If mention of the Scottish elections being held this Thursday sends you to sleep with excitement then you accurately reflect the sentiments of the Holyrood electorate. No election north of the Border has previously been conducted in so apathetic a climate. Election posters are virtually non-existent, with rows of blank windows proclaiming a contest to which the public is passionately indifferent.
Nothing could be a greater contrast to the feverish atmosphere of the referendum. If the nationalists thought they were creating a new era of public engagement they must be sadly disillusioned. The new Scotland turns out to resemble the old Scotland under sedation. The average Holyrood candidate is a party loyalist nonentity taking up space that might more profitably be occupied by a vacuum.
As if to counter the atmosphere of somnolence, the leaders of the three main political parties – all of them women, so lots of diversity there – shouted loudly and talked through one another at their three set-piece televised debates, while the rest of the country was trying to get some sleep. But there was one issue they did not shout about: in Basil Fawlty mode, “Don’t mention the economy” was the SNP’s chief rule of engagement which, with growth trailing the UK at 1.7 per cent, was hardly surprising.
The SNP policy contribution has been a doubling of the business rates surcharge on medium to large commercial premises. Some of us take the old-fashioned view that before raising taxes one should wait for people to earn more, but Scottish politicians reject such pandering to the fat cats who parade the ulcers and heart attacks that result from running medium-sized enterprises as if deserving of sympathy. Labour has tried to outflank the SNP on the left by supporting a penny in the pound increase in the basic rate of tax and an increase in the top rate from 45p to 50p.
An Ipsos MORI poll showed 52 per cent of voters supported the first policy, 75 per cent the second. That is understandable: of the 4 million on the Scottish voters’ roll, only 2.3 million pay income tax and even among the taxpaying majority the public-sector nomenklatura favours tax rises, since its own income would be ring-fenced.
The one factor that has infused some interest into the contest is the battle for second place. The SNP has a commanding lead in voting intentions which over the past month has varied in opinion polls between 49-53 per cent in the constituency ballot and 44-47 per cent in the regional list. Scots have two votes, since 73 MSPs are directly elected and 56 selected from party lists. It is this electoral anomaly that has provided the SNP with its only significant concern.
Increasingly, some Scottish voters are exercising their discretion by spreading their votes across two parties. It makes them feel more influential, sophisticated, even-handed and more at ease with people of different opinions in their social circle. That is why in the most recent poll, by Panelbase for the Sunday Times, the SNP registered 49 per cent in the constituency vote, compared with 44 per cent on the list. That would still be enough to give the SNP an overall majority, but the increasing volatility of the list vote worries its strategists.
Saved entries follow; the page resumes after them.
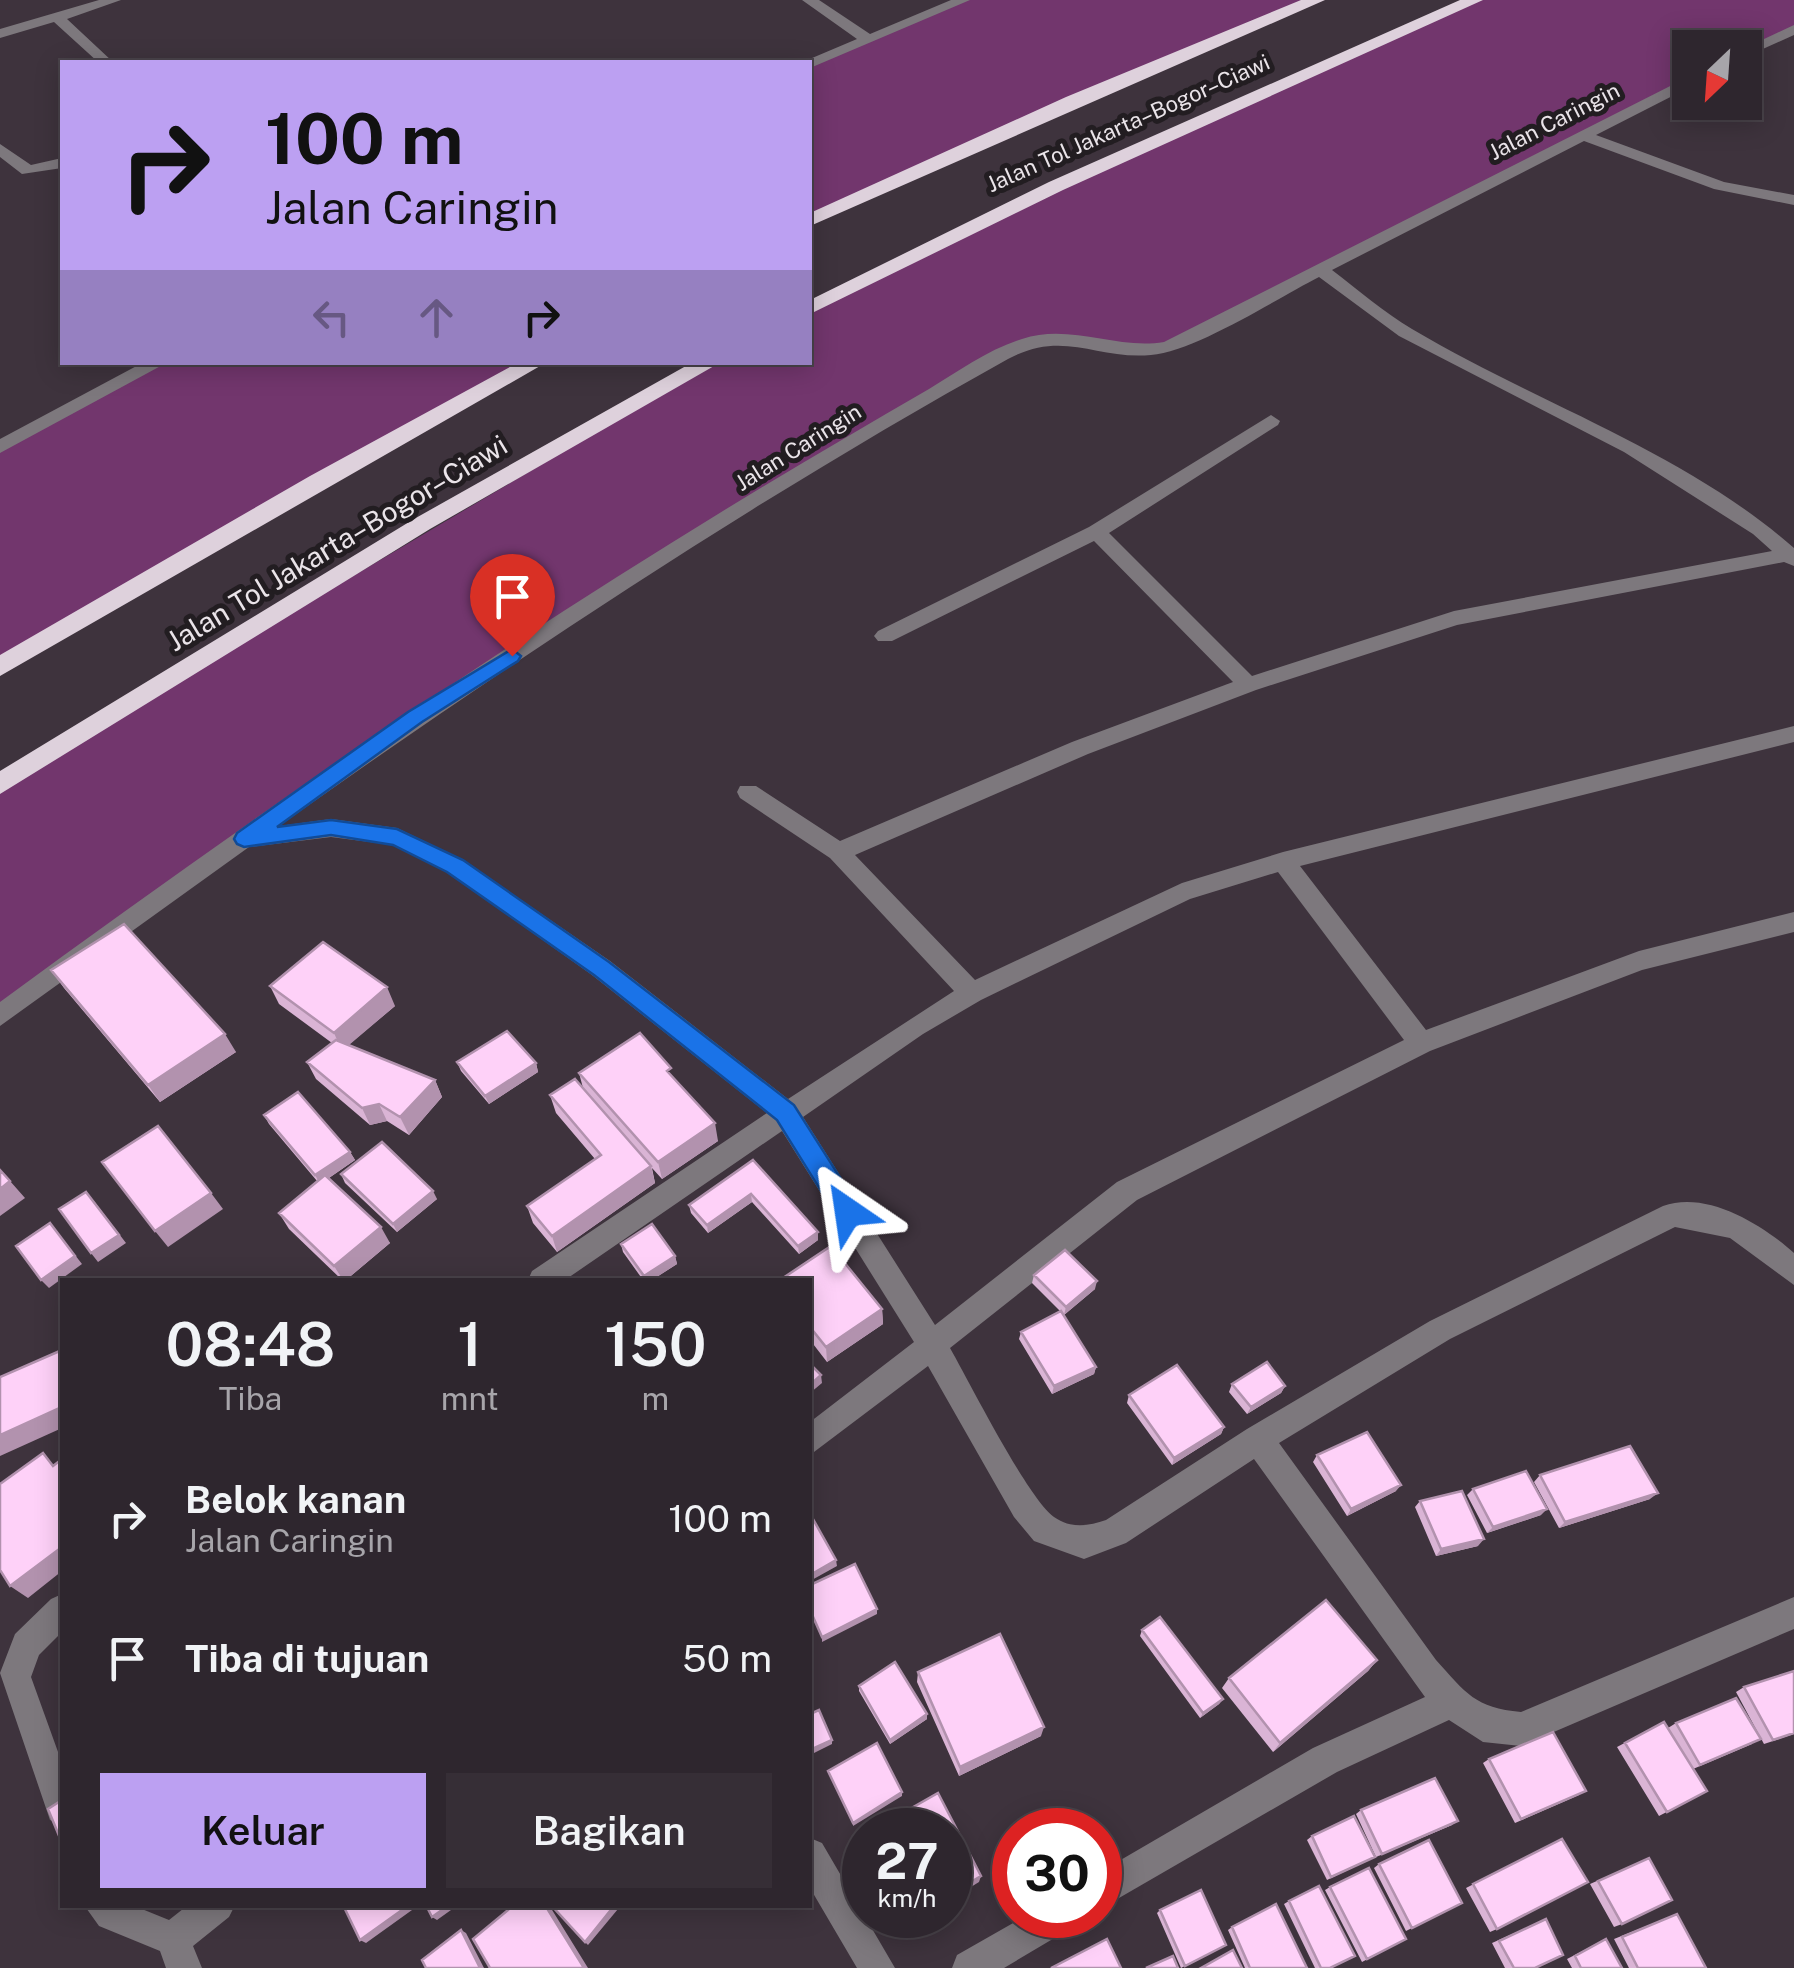 <!DOCTYPE html>
<html lang="id">
<head>
<meta charset="utf-8">
<style>
	:root { --surface:#2e262e; --page:#362e36; --text:#f1f3f6; --muted:#a7a5aa; --line:#49434a; --accent:#bca0f2 }
	body { margin:0; font-family:"Public Sans",sans-serif; background:var(--page); color:var(--text); height:100vh; display:flex; flex-direction:column; font-size:38px; white-space:nowrap }
	* { box-sizing:border-box; margin:0 }
	p { font-size:32px; color:var(--muted) }
	.icon { flex:none; width:55px; height:55px; fill:none; stroke:currentColor; stroke-width:2; stroke-linecap:round; stroke-linejoin:round }
	.map { position:relative; flex:1; overflow:hidden }
	.sheet { position:absolute; left:60px; top:1278px; width:752px; height:630px; display:flex; flex-direction:column; background:var(--surface); border-radius:0px; box-shadow:0 5px 25px #0003,0 0 0 2px var(--line) }
	.sheet>* { flex:none }
	.banner { position:absolute; left:60px; top:60px; width:752px; height:305px; border-radius:0px; box-shadow:0 5px 25px #0003,0 0 0 2px var(--line); background:#bca0f2; color:#111; overflow:hidden }
	.needle { width:65px; rotate:205deg }
	.tools { position:absolute; left:1672px; top:30px; display:grid; gap:20px }
	.tools a { display:grid; place-items:center; width:90px; height:90px; border-radius:0px; background:var(--surface); box-shadow:0 5px 25px #0003,0 0 0 2px var(--line); font-size:50px }
	.speed { position:absolute; left:842px; top:1808px; display:flex; gap:20px; font-size:50px; font-weight:700; text-align:center }
	.speed>* { display:grid; place-content:center; width:130px; height:130px; border-radius:50%; background:var(--surface); box-shadow:0 5px 25px #0003,0 0 0 2px var(--line); line-height:1 }
	.speed small { font-size:25px; font-weight:400 }
	.speed .limit { border:15px solid #d22; background:#fff; color:#111 }
	.pin { position:absolute; display:grid; place-items:center; width:85px; height:85px; color:#fff; margin:-102px -42px; border-radius:50% 50% 50% 0; rotate:-45deg; box-shadow:0 0 10px #0007 }
	.pin .icon { rotate:45deg }
	.me { position:absolute; width:110px; margin:-55px; rotate:328deg; stroke-linejoin:round; filter:drop-shadow(0 0 8px #0008) }
	.turn { display:flex; align-items:center; gap:35px; height:210px; padding:0 40px; font-size:45px }
	.turn .icon { width:130px; height:130px; stroke-width:2.5 }
	.turn b { display:block; font-size:70px; line-height:85px }
	.lanes { display:flex; align-items:center; height:95px; padding:0 40px; background:#0003; justify-content:center; gap:50px; direction:ltr }
	.lanes .off { opacity:.35 }
	.eta { display:flex; justify-content:space-evenly; align-items:center; height:170px; text-align:center }
	.eta b { font-size:60px; font-weight:600; line-height:70px }
	.action { display:flex; gap:20px; margin-top:auto; padding:20px 40px }
	.action a { flex:1; height:115px; border-radius:0px; background:var(--accent); color:#111; font-size:40px; font-weight:600; line-height:115px; text-align:center }
	.action a+a { background:var(--page); color:var(--text) }
	ul { padding:0; list-style:none }
	li { display:flex; align-items:center; gap:30px; height:140px; padding:0 40px }
	li div { flex:1 }
	li b { display:block; font-size:38px }
	li em { font-style:normal }
	.map>svg:first-child { display:block }
	.green { fill:#72366d }
	.lines { fill:none; stroke-linecap:round; stroke-linejoin:round }
	.minor { fill:#7d787d; fill-rule:evenodd }
	.highway { fill:#ded1dc; fill-rule:evenodd }
	.wall { fill:#dab4d5 }
	.shaded-wall { fill:#b292ae }
	.building { fill:#fed1f8; stroke:#b292ae; stroke-width:2.5 }
	.route { fill:#1a73e8; stroke:#114b97; stroke-width:2.5 }
	.labels { text-anchor:middle; stroke-width:10; stroke-linejoin:round; paint-order:stroke }
	.far-street-label { font-size:22px; fill:#eae4e9; stroke:#221d21 }
	.street-label { font-size:28px; fill:#eae4e9; stroke:#221d21 }
</style>
</head>
<body>
<div class="map">
<svg width="1794" height="1968" viewBox="0 0 1794 1968">
	<rect width="100%" height="100%" fill="#3e333d"/>
	<path class="green" d="M963 0H1318L810 220V65Z
		M1474 0H1794V29L1745 53V48H1690V81L1169 347 1055 338 967 374 415 717 0 1016V785L713 363 810 362V310L946 236Z
		M159 363H536L0 667V447Z"/>
	<g class="lines">
		<path class="minor" d="M99 0H121L67 19 113 62H98L54 22 0 38V29Z
			M802 0H819L870 34 951 0H970L810 68V62L805 61 857 39Z
			M1794 25V35L1745 57V48Z
			M1690 76V87L1596 135 1724 182 1794 195V205L1714 189 1584 141 1332 270C1358 290 1384 312 1412 329 1538 404 1682 450 1794 548V566L1784 562 1457 625 1256 690 1088 754 855 855 975 980 1182 883 1283 852 1794 726V742L1300 866 1426 1030 1639 951 1794 912V932L1642 970 1430 1051 1137 1200 950 1348C970 1383 1027 1497 1054 1517 1071 1529 1089 1526 1106 1520L1247 1429 1430 1321 1663 1206C1707 1190 1763 1225 1794 1253V1285L1730 1238 1675 1227 1450 1339 1279 1443 1436 1660C1466 1693 1475 1708 1521 1712L1794 1597V1629L1521 1746 1483 1742 1449 1720 1337 1772 1100 1909V1872L1313 1748 1425 1697 1254 1459 1126 1543 1084 1559 1034 1541 1014 1517 928 1366 810 1455V1422L914 1342 782 1131 565 1280H528L532 1271 767 1113 592 975 447 872 393 845 331 837 249 847 0 1026V1002C246 821 498 647 759 489 816 455 872 422 929 389 959 371 989 349 1022 339 1070 323 1116 350 1164 342ZM1319 277 1399 336 1624 452 1753 534 1772 551 1454 611 1252 676 1109 533 1278 425 1280 421 1271 415 1089 527 878 631 874 636 878 641H892L1094 541 1233 682 1072 742 840 841 756 786H740L737 792 740 798 830 858 954 991 788 1099 610 961 463 860 397 828 331 819 279 826C515 659 756 499 1008 359 1064 329 1096 360 1151 355 1196 351 1276 299 1319 277ZM1278 872 1404 1040 1117 1182 935 1325 803 1117 923 1034 981 1000 1190 899Z
			M0 144 31 165 62 158V168L22 174 0 157Z
			M144 362H168L0 453V439Z
			M62 1594V1632L39 1655 31 1677 62 1763V1825L50 1820 0 1673 15 1634 51 1599Z
			M810 1838 822 1843 895 1968H857L810 1888Z
			M84 1905H132L169 1920 188 1905H235L229 1917 193 1946 202 1968H166L160 1951 99 1926Z
			M1027 1915H1079L1073 1927 1004 1968H952L957 1955Z"/>
		<path class="highway" d="M1301 0H1325L810 226V213L1066 97Z
			M1460 0H1483L1063 190 810 314V300L1049 182Z
			M519 362H547L0 676V655L310 476Z
			M693 362H721L430 529 0 794V771L414 519Z"/>
	</g>
	<path class="wall" d="M51 970 236 1052 160 1102 64 988Z
		M270 986 395 1006 348 1045 435 1080 442 1097 409 1135 387 1121 370 1125 316 1079 307 1062 332 1043 279 1004Z
		M457 1062 536 1063 538 1072 489 1104 461 1071Z
		M579 1073 673 1078 718 1141 662 1179 652 1168 655 1183 557 1252 533 1223 527 1206 595 1159 556 1113 550 1095 583 1088Z
		M264 1115 350 1152 355 1160 329 1178 390 1243 346 1280H342L289 1229 279 1213 317 1181 269 1124Z
		M753 1160 818 1240 799 1254 752 1202 708 1233 691 1213 689 1205Z
		M341 1174 437 1199 397 1232 345 1183Z
		M621 1244 675 1256 677 1264 652 1280H643L623 1252Z
		M1034 1275 1095 1289 1064 1315 1096 1367 1094 1374 1052 1394 1019 1339 1021 1332 1061 1312 1032 1283Z
		M810 1280 882 1309 883 1324 827 1362 810 1340Z
		M1232 1384 1285 1386 1281 1393 1247 1414 1229 1392Z
		M1129 1395 1224 1427 1221 1434 1172 1465 1127 1403Z
		M1317 1455 1396 1491 1347 1516 1313 1462Z
		M1540 1475 1650 1499 1559 1528 1534 1482Z
		M1473 1489 1541 1515 1487 1533 1467 1495Z
		M1420 1501 1478 1546 1436 1556 1415 1507Z
		M1142 1630 1223 1699 1219 1704 1200 1718 1140 1636Z
		M1377 1660 1368 1671 1273 1752 1222 1688 1229 1678Z
		M918 1672 1041 1736 959 1776 917 1682Z
		M859 1686 927 1719 890 1744 859 1691Z
		M1744 1687 1794 1734 1764 1744 1736 1692Z
		M1664 1722 1677 1743 1668 1728 1676 1723 1752 1744 1693 1769 1707 1791 1659 1816 1617 1747Z
		M1489 1759 1579 1795 1515 1823 1483 1763Z
		M1361 1810 1452 1825 1376 1857 1356 1814Z
		M1312 1836 1375 1857 1327 1880 1307 1840Z
		M1562 1839 1497 1929 1490 1932 1466 1888Z
		M1649 1858 1622 1924 1614 1927 1590 1884Z
		M1379 1864 1462 1903 1406 1931 1374 1868Z
		M1330 1887 1406 1939 1362 1962 1325 1890Z
		M1289 1901 1330 1968H1315L1284 1904Z
		M1160 1910 1226 1945 1181 1968 1157 1913Z
		M1677 1914 1706 1968H1629L1614 1939Z
		M1546 1919 1535 1968H1505L1492 1943Z
		M1232 1927 1307 1968H1245L1228 1930Z
		M1606 1939 1622 1968H1572L1567 1959Z"/>
	<path class="shaded-wall" d="M387 987 395 1006 342 1051 334 1033Z
		M225 1034 236 1052 160 1102 148 1085Z
		M536 1063 538 1072 489 1104 485 1096Z
		M435 1080 442 1097 409 1135 400 1117Z
		M379 1104 387 1121 370 1125 362 1108Z
		M715 1123 718 1141 662 1179 658 1162Z
		M350 1152 355 1160 320 1184 315 1175Z
		M651 1166 655 1183 557 1252 552 1236Z
		M10 1181 25 1198 0 1216V1189Z
		M433 1191 437 1199 397 1232 393 1224Z
		M211 1193 223 1209 168 1247 155 1231Z
		M751 1194 752 1202 708 1233 707 1225Z
		M93 1200 126 1243 98 1262 91 1253Z
		M50 1223 82 1264 49 1288 41 1280Z
		M381 1227 390 1243 346 1280H343L334 1266Z
		M818 1232V1240L799 1254 798 1246Z
		M675 1256 677 1264 652 1280H645L644 1276Z
		M1097 1281 1095 1289 1064 1315 1066 1307Z
		M882 1309 883 1324 827 1362 826 1347Z
		M1096 1367 1094 1374 1052 1394 1054 1386Z
		M821 1375 822 1383 810 1393V1385Z
		M1285 1386 1281 1393 1247 1414 1251 1407Z
		M62 1407V1428L0 1456V1435Z
		M1224 1427 1221 1434 1172 1465 1174 1458Z
		M1401 1485 1396 1491 1347 1516 1351 1509Z
		M1658 1493 1650 1499 1559 1528 1565 1522Z
		M1547 1509 1541 1515 1487 1533 1493 1527Z
		M1484 1539 1478 1546 1436 1556 1441 1549Z
		M62 1547V1571L28 1598 10 1586Z
		M836 1560 837 1566 810 1581V1575Z
		M877 1609V1614L822 1642V1637Z
		M1377 1660 1368 1671 1273 1752 1280 1743Z
		M1223 1699 1219 1704 1200 1718 1203 1713Z
		M927 1714V1719L890 1744V1740Z
		M1044 1727 1041 1736 959 1776 960 1767Z
		M832 1740V1744L810 1755V1750Z
		M902 1792V1796L853 1826V1823Z
		M1458 1821 1452 1825 1376 1857 1382 1854Z
		M981 1876 979 1882 950 1900V1894Z
		M409 1905H419L366 1943 360 1940Z
		M449 1905H458L437 1920 432 1917Z
		M545 1905H549L588 1968H584Z
		M614 1906 618 1909 588 1945 585 1942Z
		M916 1915H925L901 1930V1924Z
		M461 1930 466 1933 484 1968H480Z"/>
	<path class="building" d="M124 924 225 1034 148 1085 51 970Z
		M323 942 387 987 334 1033 270 986Z
		M507 1031 536 1063 485 1096 457 1062Z
		M640 1033 671 1068 667 1071 715 1123 658 1162 579 1073Z
		M336 1040 435 1080 400 1117 379 1104 362 1108 307 1062Z
		M575 1079 651 1166 552 1236 527 1206 601 1155 550 1095Z
		M298 1092 350 1152 315 1175 264 1115Z
		M158 1126 211 1193 155 1231 102 1162Z
		M382 1142 433 1191 393 1224 341 1174Z
		M753 1160 818 1232 798 1246 751 1194 707 1225 689 1205Z
		M0 1170 10 1181 0 1189Z
		M325 1175 381 1227 334 1266 279 1213Z
		M86 1192 119 1235 91 1253 59 1209Z
		M50 1223 75 1256 41 1280 16 1246Z
		M652 1224 675 1256 644 1276 621 1244Z
		M831 1246 882 1309 826 1347 810 1327V1280H780Z
		M1065 1250 1097 1281 1066 1307 1034 1275Z
		M1061 1311 1096 1367 1054 1386 1021 1332Z
		M62 1350V1407L0 1435V1377Z
		M1267 1362 1285 1386 1251 1407 1232 1384Z
		M810 1364 821 1375 810 1385Z
		M1177 1365 1224 1427 1174 1458 1129 1395Z
		M1367 1432 1401 1485 1351 1509 1317 1455Z
		M1630 1446 1658 1493 1565 1522 1540 1475Z
		M43 1453 53 1466 62 1459V1547L10 1586 0 1570V1484Z
		M1526 1471 1547 1509 1493 1527 1473 1489Z
		M1462 1491 1484 1539 1441 1549 1420 1501Z
		M813 1519 836 1560 810 1575V1520Z
		M855 1564 877 1609 822 1637 810 1610V1585Z
		M1326 1600 1377 1660 1280 1743 1229 1678Z
		M1160 1617 1223 1699 1203 1713 1142 1630Z
		M1000 1634 1044 1727 960 1767 918 1672Z
		M895 1662 927 1714 890 1740 859 1686Z
		M1794 1671V1733L1773 1740 1744 1687Z
		M1736 1698 1761 1739 1700 1765 1676 1723Z
		M819 1710 832 1740 810 1750V1714Z
		M1664 1722 1707 1791 1667 1812 1625 1743Z
		M1553 1732 1586 1791 1521 1819 1489 1759Z
		M877 1743 902 1792 853 1823 828 1771Z
		M1435 1778 1458 1821 1382 1854 1361 1810Z
		M938 1793 981 1876 950 1894V1830H873Z
		M62 1800V1843L48 1809Z
		M1354 1816 1375 1857 1331 1877 1312 1836Z
		M1562 1839 1588 1882 1497 1929 1473 1884Z
		M1429 1840 1462 1903 1412 1928 1379 1864Z
		M1649 1858 1672 1900 1622 1924 1598 1881Z
		M1369 1868 1406 1939 1367 1959 1330 1887Z
		M1319 1886 1355 1956 1330 1968H1321L1289 1901Z
		M1201 1890 1226 1945 1185 1966 1160 1910Z
		M1276 1904 1307 1968H1250L1232 1927Z
		M343 1905H409L360 1940Z
		M426 1905H449L432 1917Z
		M514 1905H545L584 1968H490L473 1939Z
		M551 1905H613L614 1906 585 1942Z
		M1677 1914 1706 1968H1638L1622 1937Z
		M896 1915H916L901 1924Z
		M1546 1919 1563 1955 1535 1968H1514L1499 1941Z
		M461 1930 480 1968H426L422 1960Z
		M1107 1939 1121 1968H1051Z
		M1606 1939 1622 1968H1581L1575 1956Z
		M1233 1950 1242 1968H1201Z
		M1173 1956 1178 1968H1146Z"/>
	<path class="route" d="M512 649 521 656 518 661 422 722 277 827 331 820 397 829 463 860 609 962 794 1105 857 1204 861 1212 857 1220 848 1223 839 1220 777 1120 594 975 447 872 393 845 331 835 244 847 237 844 234 839 237 833 408 712Z"/>
	<g class="labels">
		<g class="far-street-label">
			<text transform="translate(1554 121) rotate(-27)" y="8">Jalan Caringin</text>
			<text transform="translate(1128 123) rotate(-24)" y="8">Jalan Tol Jakarta–Bogor–Ciawi</text>
			<text transform="translate(798 447) rotate(-32)" y="8">Jalan Caringin</text>
		</g>
		<g class="street-label">
			<text transform="translate(337 543) rotate(-31)" y="10">Jalan Tol Jakarta–Bogor–Ciawi</text>
		</g>
	</g>
</svg>
<div class="tools">
<a><svg class="needle" viewBox="-14 -14 28 28"><path d="M0-13l5 13h-10z" fill="#e53935"/><path d="M0 13l5-13h-10z" fill="#a7a5aa"/></svg></a>
</div>
<div class="speed"><div>27<small>km/h</small></div><div class="limit">30</div></div>
<div class="pin" style="left:512px;top:656px;background:#d93025"><svg class="icon" aria-label="arrive" viewBox="0 0 24 24"><path d="M6 21V4h12l-3 4 3 4H6"/></svg></div>
<svg class="me" style="left:848px;top:1212px" viewBox="-20 -20 40 40"><path d="M0-17L14 15 0 8-14 15z" fill="#1a73e8" stroke="#fff" stroke-width="4"/></svg>
<div class="banner">
<div class="turn"><svg class="icon" aria-label="right" viewBox="0 0 24 24"><path d="M7 20v-9h11M14 6l5 5-5 5"/></svg><div><b>100 m</b>Jalan Caringin</div></div>
<div class="lanes"><svg class="icon off" aria-label="left" viewBox="0 0 24 24"><path d="M17 20v-9H6M10 6l-5 5 5 5"/></svg><svg class="icon off" aria-label="ahead" viewBox="0 0 24 24"><path d="M12 20V5M6 11l6-6 6 6"/></svg><svg class="icon" aria-label="right" viewBox="0 0 24 24"><path d="M7 20v-9h11M14 6l5 5-5 5"/></svg></div>
</div>
<section class="sheet">
<div class="eta">
<div><b>08:48</b><p>Tiba</p></div>
<div><b>1</b><p>mnt</p></div>
<div><b>150</b><p>m</p></div>
</div>
<ul>
<li><svg class="icon" aria-label="right" viewBox="0 0 24 24"><path d="M7 20v-9h11M14 6l5 5-5 5"/></svg><div><b>Belok kanan</b><p>Jalan Caringin</p></div><em>100 m</em></li>
<li><svg class="icon" aria-label="arrive" viewBox="0 0 24 24"><path d="M6 21V4h12l-3 4 3 4H6"/></svg><div><b>Tiba di tujuan</b></div><em>50 m</em></li>
</ul>
<div class="action"><a>Keluar</a><a>Bagikan</a></div>
</section>
</div>
</body>
</html>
There has been a slightly hysterical tone to the party’s “Both votes” slogan.
For, in the peculiar swings-and-roundabouts arrangement at Holyrood elections, parties that fare badly in the constituencies are to some degree compensated on the list. In 2011 the Conservatives won only three constituency seats but were awarded a further 12 from the list. That is what has provoked the only interesting speculation in this campaign, as the badly broken Scottish Labour Party showed signs, in some polls, of falling behind the Conservatives into third place. The more recent polls, however, have shown Labour pulling ahead of the Tories, by 23 to 17 per cent in the constituency vote and 22 to 19 per cent on the list.
The polls show clearly that this slight improvement in Labour’s position is coming from a late fall-off in SNP support. That seems to be due to the emergence of the constitutional issue as a dominant theme in the later stages of the campaign. Nicola Sturgeon, the First Minister, is in a difficult position on the question of a second independence referendum and the opposition parties have held her feet to the fire over that policy.
The SNP manifesto lacks the commitment to an independence referendum that was in the equivalent document in 2011. To propose a re-run would be provocative to the public. Sturgeon’s position is that she will call a referendum when support for independence has consistently been at 60 per cent in the polls for some time. Since it has never reached that level, this suggests she would prefer to govern Scotland with the sweeping new powers gifted to her by David Cameron and wait for some dramatic change in circumstances.
That is hugely speculative, even though a recent poll showed a narrow majority of Scots would vote for independence after Brexit: talking to people with clipboards is cheap, reality reasserts itself in the polling booth. Meanwhile, for even the most modest wealth creators, the coming fiscal powers in the hands of a spendthrift parliament and government spell the message “Be very afraid.” Whatever the outcome on Thursday, do not look for any surge in free-market enthusiasm in the subsidy-addicted birthplace of Adam Smith.